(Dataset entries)
○ ○ ○

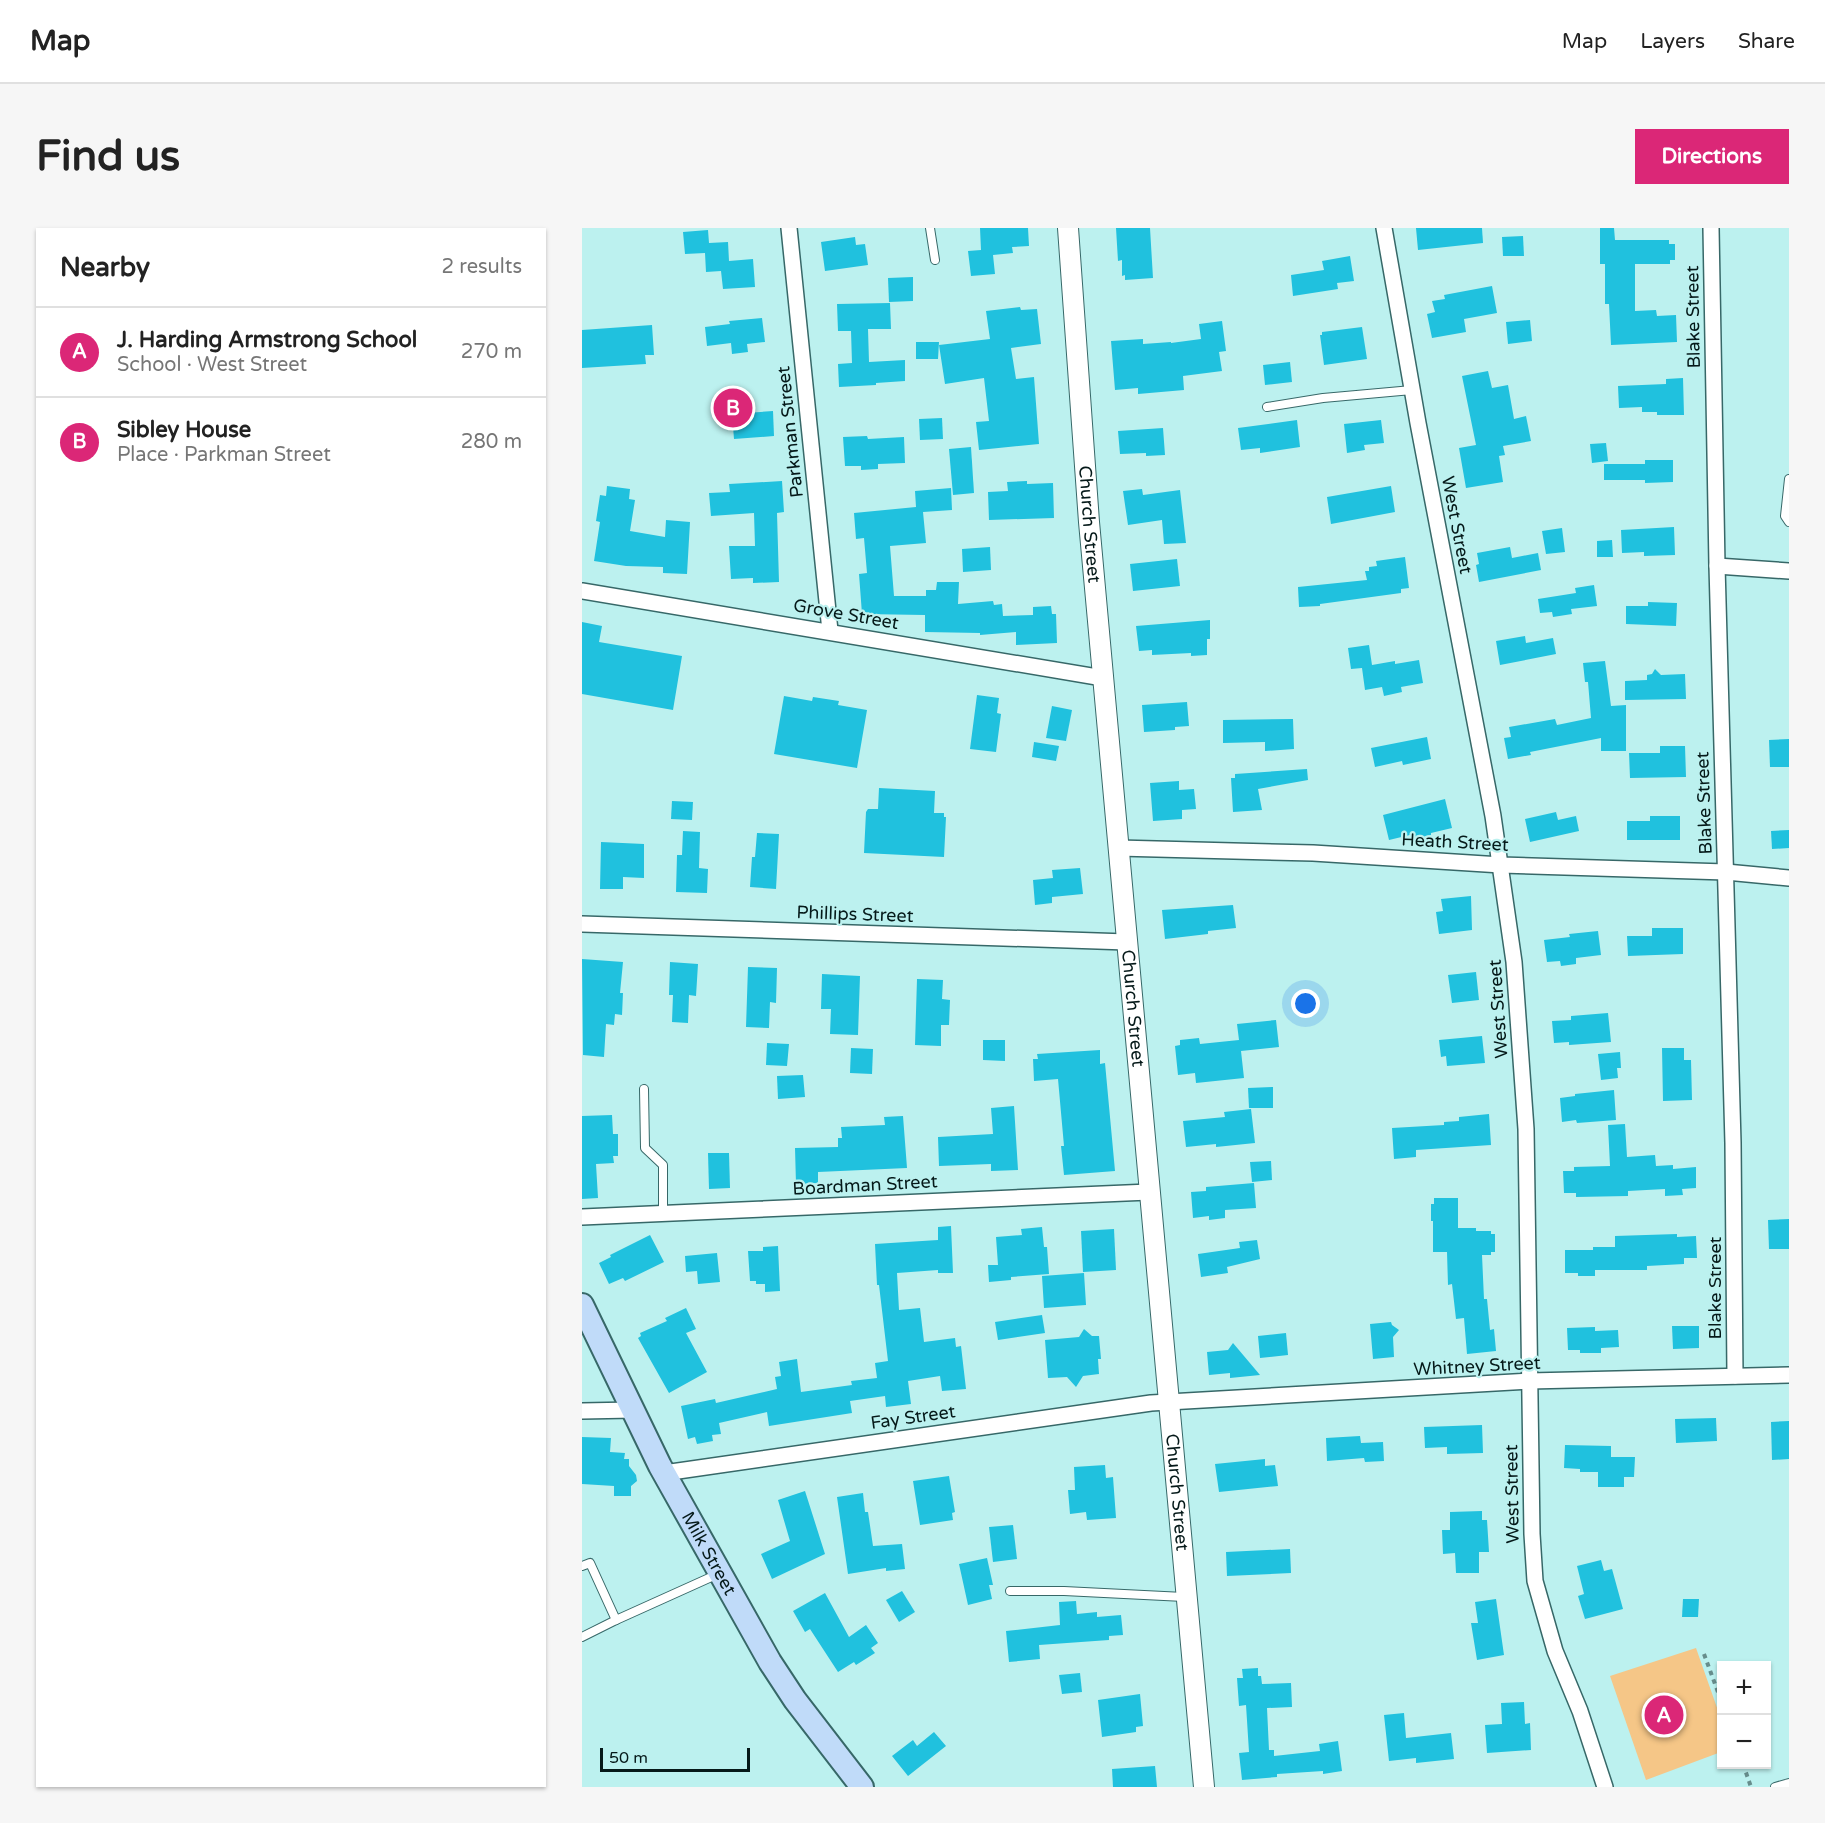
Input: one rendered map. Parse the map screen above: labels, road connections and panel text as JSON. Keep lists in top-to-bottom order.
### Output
{
  "streets": {
    "main road": ["Milk Street"],
    "street": [
      "Blake Street",
      "Parkman Street",
      "Church Street",
      "West Street",
      "Grove Street",
      "Heath Street",
      "Phillips Street",
      "Boardman Street",
      "Whitney Street",
      "Fay Street"
    ]
  },
  "crossings": [
    ["Blake Street", "Heath Street"],
    ["Blake Street", "Whitney Street"],
    ["Parkman Street", "Grove Street"],
    ["Church Street", "Grove Street"],
    ["Church Street", "Heath Street"],
    ["Church Street", "Phillips Street"],
    ["Church Street", "Boardman Street"],
    ["Church Street", "Whitney Street"],
    ["Church Street", "Fay Street"],
    ["West Street", "Heath Street"],
    ["West Street", "Whitney Street"],
    ["Whitney Street", "Fay Street"],
    ["Fay Street", "Milk Street"]
  ],
  "scale_bar": "50 m",
  "page": {
    "header": "Map",
    "nav": ["Map", "Layers", "Share"],
    "buttons": "Directions",
    "title": "Find us",
    "heading": ["Nearby", "2 results"],
    "list": [
      {
        "mark": "A",
        "name": "J. Harding Armstrong School",
        "note": "School · West Street",
        "value": "270 m"
      },
      {
        "mark": "B",
        "name": "Sibley House",
        "note": "Place · Parkman Street",
        "value": "280 m"
      }
    ],
    "pins": ["B", "A"],
    "map_buttons": ["+", "−"],
    "scale": "50 m"
  }
}
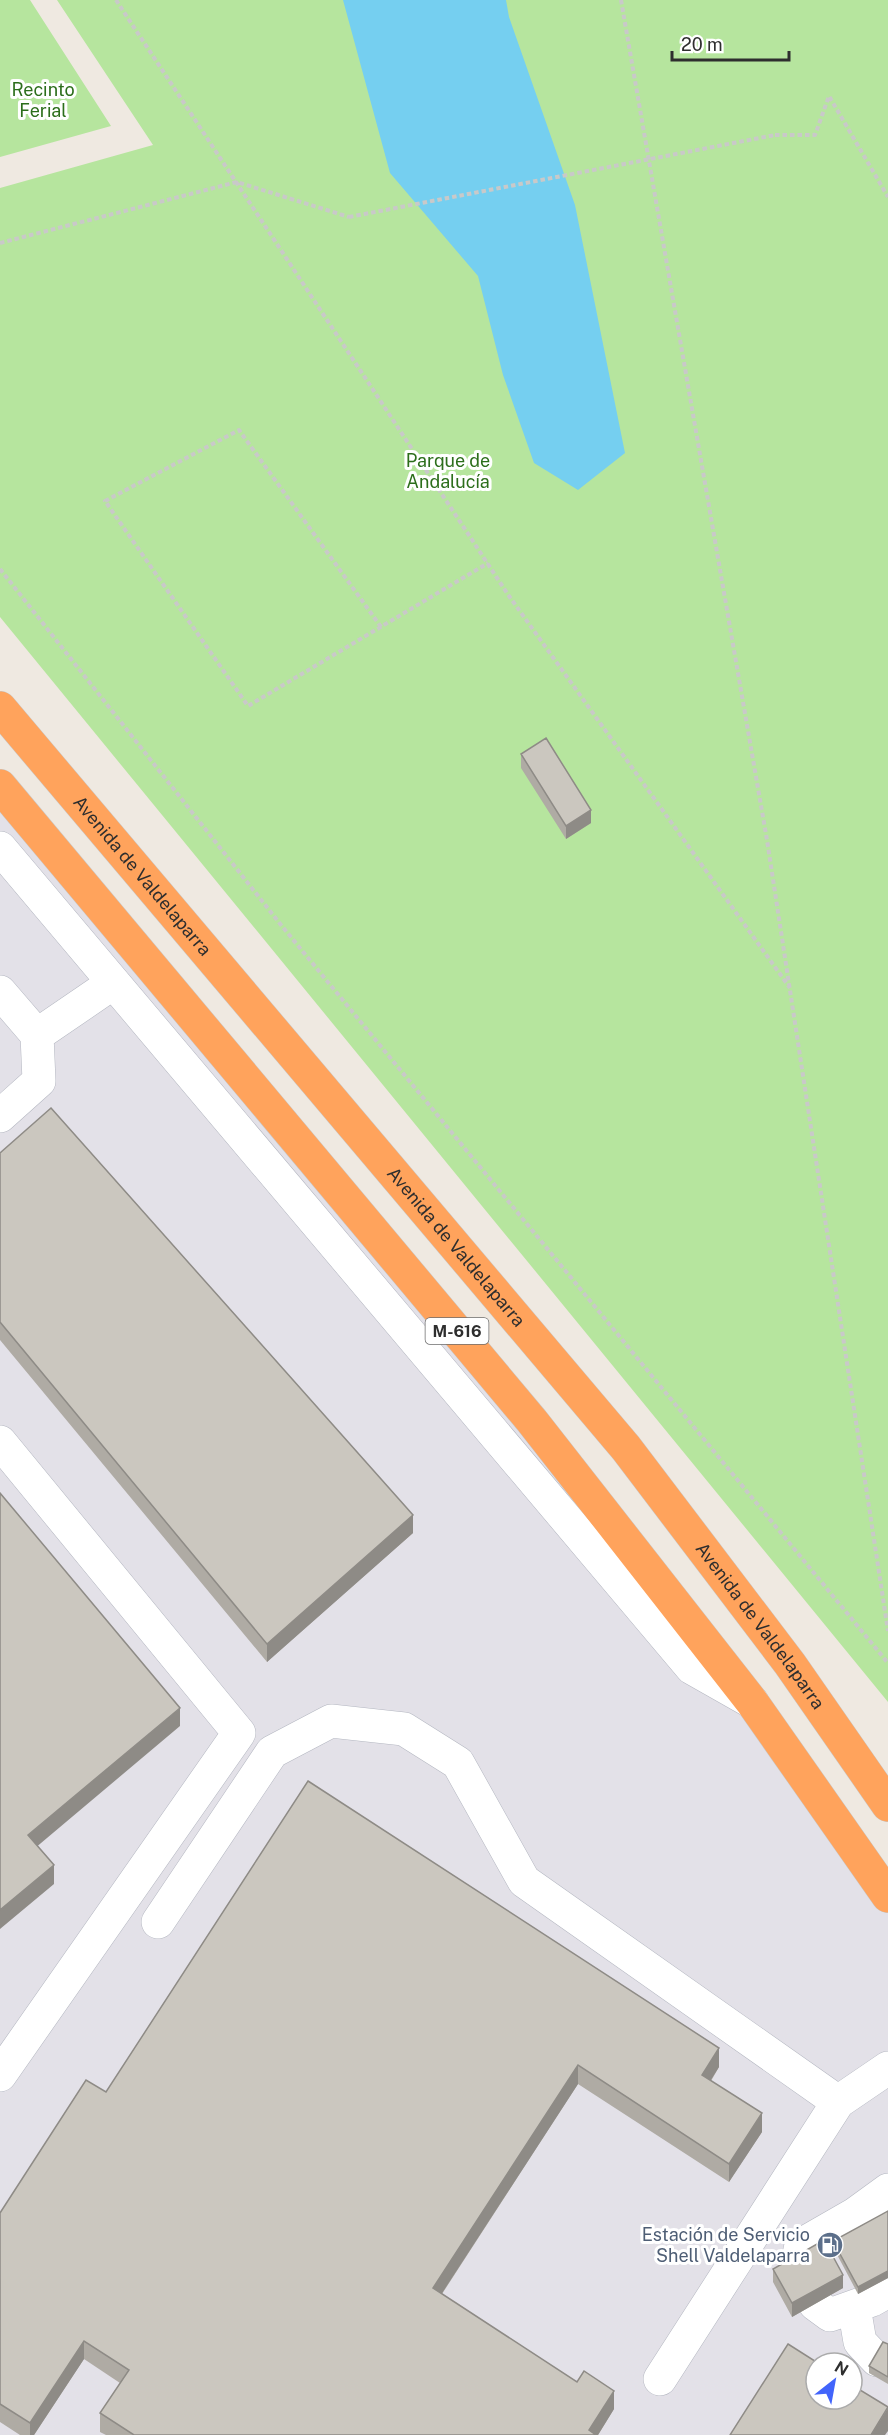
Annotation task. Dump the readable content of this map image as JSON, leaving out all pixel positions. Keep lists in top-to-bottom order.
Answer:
{
  "streets": {
    "highway": ["Avenida de Valdelaparra", "M-616"]
  },
  "parks": ["Recinto Ferial", "Parque de Andalucía"],
  "places": {
    "fuel station": ["Estación de Servicio Shell Valdelaparra"]
  },
  "scale_bar": "20 m",
  "north": "top right"
}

○ ○ ○

## YOUR ASSIGNMENT
Please print exactly the lines of the entries above, beginning with the line that contains "Annotation task. Dump" and ending with the last line.

## ANSWER TO THE EXERCISE
Annotation task. Dump the readable content of this map image as JSON, leaving out all pixel positions. Keep lists in top-to-bottom order.
Answer:
{
  "streets": {
    "highway": ["Avenida de Valdelaparra", "M-616"]
  },
  "parks": ["Recinto Ferial", "Parque de Andalucía"],
  "places": {
    "fuel station": ["Estación de Servicio Shell Valdelaparra"]
  },
  "scale_bar": "20 m",
  "north": "top right"
}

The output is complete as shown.